The country's greenest farmers are concerned by Government plans to charge them for emissions.

That's because some have already spent thousands cleaning their land, and paying more could cripple their business.

Ten minutes south of Matamata in Waikato is Dennley Farms. It's 200 hectares of land, home to dairy cows and beef cattle, owned by Pauline and Adrian Ball, recently crowned New Zealand's greenest farmers.

"It has become quite clear to us that our competitive advantage on the world stage is our natural resources and how we look after them," Adrian said. 

The Balls are "early adopters" - farmers who acknowledged climate change early.

For example, a block of land is powered by solar panels. They've also put more beef cattle on it, which are less intensive than just dairy cows.

"Just the deintensification, using these dairy beef animals more efficiently helps with climate change."

They're also importing less harmful stock feed, recycle dirty water and plant trees to look after the Waihou River.

Over the last three years, the Balls have planted more than 6200 native trees. The idea is they'll filter the nitrate from the soil but they'll also stop the sediment running into the waterway.

They've managed a 40 percent reduction in CO2 emissions. 

It's meant retiring a lot of land, but they say farming can't be all about earning money.

"We tend to look at all the bottom lines of sustainability so there's no point in us making a huge amount of money if we are destroying our natural resources."

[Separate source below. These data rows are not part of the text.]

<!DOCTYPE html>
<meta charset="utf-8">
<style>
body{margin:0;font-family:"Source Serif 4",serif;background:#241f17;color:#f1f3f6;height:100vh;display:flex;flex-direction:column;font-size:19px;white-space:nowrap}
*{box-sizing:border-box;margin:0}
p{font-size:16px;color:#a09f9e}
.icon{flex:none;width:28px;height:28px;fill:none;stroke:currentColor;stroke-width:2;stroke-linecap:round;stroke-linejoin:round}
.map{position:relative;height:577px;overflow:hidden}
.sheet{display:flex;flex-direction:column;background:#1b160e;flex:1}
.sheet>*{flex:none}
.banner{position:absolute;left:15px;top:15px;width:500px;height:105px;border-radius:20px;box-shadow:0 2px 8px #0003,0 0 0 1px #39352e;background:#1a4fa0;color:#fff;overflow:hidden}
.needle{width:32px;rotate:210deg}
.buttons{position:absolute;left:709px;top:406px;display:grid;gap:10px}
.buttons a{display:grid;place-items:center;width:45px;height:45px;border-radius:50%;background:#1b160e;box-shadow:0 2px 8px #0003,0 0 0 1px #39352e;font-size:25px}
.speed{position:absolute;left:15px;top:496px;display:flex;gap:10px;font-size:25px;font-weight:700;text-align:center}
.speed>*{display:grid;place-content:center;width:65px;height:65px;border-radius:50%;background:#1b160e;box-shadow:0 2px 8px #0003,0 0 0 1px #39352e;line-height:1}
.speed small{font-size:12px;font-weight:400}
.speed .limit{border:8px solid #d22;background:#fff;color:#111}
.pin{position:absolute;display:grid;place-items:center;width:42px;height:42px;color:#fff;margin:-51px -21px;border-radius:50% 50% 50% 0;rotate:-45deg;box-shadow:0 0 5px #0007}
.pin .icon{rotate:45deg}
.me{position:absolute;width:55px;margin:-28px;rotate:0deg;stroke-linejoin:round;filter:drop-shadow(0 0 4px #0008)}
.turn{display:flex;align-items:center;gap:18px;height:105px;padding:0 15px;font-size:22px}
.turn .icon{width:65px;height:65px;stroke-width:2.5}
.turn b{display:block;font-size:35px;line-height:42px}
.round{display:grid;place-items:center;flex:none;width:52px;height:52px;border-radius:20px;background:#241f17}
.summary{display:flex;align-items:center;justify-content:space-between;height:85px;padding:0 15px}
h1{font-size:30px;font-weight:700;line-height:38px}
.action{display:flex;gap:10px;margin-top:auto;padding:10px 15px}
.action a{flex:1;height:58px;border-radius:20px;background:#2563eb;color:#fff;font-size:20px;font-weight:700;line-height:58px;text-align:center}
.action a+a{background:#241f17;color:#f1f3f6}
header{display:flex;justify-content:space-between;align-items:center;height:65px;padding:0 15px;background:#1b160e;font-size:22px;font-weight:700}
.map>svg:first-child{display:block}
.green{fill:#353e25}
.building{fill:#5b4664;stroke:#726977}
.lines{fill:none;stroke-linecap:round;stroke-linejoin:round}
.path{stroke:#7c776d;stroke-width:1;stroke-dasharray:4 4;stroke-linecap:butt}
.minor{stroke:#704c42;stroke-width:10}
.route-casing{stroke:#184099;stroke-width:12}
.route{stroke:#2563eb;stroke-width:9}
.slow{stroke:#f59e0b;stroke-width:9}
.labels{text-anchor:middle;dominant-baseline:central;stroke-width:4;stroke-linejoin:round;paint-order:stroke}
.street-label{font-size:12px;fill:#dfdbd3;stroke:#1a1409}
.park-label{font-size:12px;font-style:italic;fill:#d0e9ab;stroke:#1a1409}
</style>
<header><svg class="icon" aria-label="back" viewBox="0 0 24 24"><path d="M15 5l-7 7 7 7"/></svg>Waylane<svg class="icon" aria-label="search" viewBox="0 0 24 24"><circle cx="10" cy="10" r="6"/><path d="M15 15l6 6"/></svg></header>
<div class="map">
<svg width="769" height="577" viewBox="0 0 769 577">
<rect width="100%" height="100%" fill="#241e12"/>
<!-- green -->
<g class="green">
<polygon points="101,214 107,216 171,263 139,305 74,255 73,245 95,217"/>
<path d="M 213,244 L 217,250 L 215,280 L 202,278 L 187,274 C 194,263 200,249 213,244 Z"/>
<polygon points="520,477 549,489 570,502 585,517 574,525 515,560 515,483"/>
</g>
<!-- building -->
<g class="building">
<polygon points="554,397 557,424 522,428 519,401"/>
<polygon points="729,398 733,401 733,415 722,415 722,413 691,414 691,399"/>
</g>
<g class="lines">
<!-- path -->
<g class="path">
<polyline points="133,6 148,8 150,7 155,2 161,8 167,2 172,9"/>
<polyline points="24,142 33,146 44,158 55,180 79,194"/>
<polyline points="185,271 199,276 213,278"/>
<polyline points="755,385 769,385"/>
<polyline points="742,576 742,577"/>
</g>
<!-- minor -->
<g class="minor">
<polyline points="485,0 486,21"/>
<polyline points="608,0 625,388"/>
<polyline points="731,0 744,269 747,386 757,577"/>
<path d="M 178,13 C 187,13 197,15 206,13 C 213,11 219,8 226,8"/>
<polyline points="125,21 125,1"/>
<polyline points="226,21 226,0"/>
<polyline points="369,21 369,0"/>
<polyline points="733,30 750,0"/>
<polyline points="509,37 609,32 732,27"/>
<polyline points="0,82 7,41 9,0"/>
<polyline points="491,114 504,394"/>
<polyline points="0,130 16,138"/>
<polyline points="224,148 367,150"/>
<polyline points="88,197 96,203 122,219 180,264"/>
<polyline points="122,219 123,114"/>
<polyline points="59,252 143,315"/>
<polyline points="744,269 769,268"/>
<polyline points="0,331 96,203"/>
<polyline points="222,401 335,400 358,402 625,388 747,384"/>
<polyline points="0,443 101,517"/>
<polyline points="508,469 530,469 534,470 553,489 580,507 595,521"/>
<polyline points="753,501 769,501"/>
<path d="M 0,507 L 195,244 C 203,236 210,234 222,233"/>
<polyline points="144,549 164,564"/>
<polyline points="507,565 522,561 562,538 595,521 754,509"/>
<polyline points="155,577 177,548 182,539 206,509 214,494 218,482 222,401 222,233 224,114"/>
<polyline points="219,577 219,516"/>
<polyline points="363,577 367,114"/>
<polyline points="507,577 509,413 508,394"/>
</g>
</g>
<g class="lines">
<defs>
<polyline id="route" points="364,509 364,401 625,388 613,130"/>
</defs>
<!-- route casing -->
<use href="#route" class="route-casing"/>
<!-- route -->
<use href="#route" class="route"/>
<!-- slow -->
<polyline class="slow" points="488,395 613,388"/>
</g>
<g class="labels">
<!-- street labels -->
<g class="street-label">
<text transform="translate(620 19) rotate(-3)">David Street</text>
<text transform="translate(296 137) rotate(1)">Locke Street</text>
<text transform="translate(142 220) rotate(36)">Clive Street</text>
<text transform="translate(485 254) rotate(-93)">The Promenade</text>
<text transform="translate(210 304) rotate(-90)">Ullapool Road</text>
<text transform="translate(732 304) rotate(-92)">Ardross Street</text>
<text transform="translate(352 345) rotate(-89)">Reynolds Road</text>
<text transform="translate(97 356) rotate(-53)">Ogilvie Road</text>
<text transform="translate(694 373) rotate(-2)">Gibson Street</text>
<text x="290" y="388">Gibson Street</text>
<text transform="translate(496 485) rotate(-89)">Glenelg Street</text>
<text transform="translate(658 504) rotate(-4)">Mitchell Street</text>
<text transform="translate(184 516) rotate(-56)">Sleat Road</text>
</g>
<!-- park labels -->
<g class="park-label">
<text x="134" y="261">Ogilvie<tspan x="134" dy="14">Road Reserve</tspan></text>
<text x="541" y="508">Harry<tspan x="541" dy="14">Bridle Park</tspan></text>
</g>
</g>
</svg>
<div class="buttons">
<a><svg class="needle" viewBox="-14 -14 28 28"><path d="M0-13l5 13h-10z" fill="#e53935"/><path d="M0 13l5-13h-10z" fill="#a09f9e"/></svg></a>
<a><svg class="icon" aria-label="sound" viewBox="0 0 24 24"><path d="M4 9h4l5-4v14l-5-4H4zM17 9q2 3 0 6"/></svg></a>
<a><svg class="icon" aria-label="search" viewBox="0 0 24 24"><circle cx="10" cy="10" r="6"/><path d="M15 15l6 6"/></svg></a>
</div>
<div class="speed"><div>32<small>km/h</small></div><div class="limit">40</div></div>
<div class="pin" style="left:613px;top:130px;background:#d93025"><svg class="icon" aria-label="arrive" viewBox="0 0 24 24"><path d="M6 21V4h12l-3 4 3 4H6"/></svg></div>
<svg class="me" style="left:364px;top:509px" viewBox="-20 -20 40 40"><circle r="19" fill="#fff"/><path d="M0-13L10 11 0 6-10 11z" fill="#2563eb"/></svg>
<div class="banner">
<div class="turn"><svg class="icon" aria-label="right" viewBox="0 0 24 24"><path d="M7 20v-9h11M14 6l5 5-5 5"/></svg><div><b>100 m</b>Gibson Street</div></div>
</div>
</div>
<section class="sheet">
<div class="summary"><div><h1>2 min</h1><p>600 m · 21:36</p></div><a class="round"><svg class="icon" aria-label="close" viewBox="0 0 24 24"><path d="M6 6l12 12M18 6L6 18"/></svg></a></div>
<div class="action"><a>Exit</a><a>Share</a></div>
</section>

It's cost them thousands though to turn green. They're now worried about having to pay more in coming years as the Government announced it will start charging all farmers for emissions by 2025.

They'll also all need to do more to reach the Government's zero-carbon goals.

"Yeah well early adopter have done it voluntarily, so if they have to scale back again, it almost compromises their business."

But after taking their concerns to Climate Change Minister James Shaw, the Balls have been told their efforts won't go unnoticed.

"In fact, this scheme as it gets designed should ensure those people see some financial benefit," Shaw said.

Shaw says just what that financial benefit looks like is still to be determined.

The Balls are pleased to hear that, but they'll continue to farm sustainably regardless.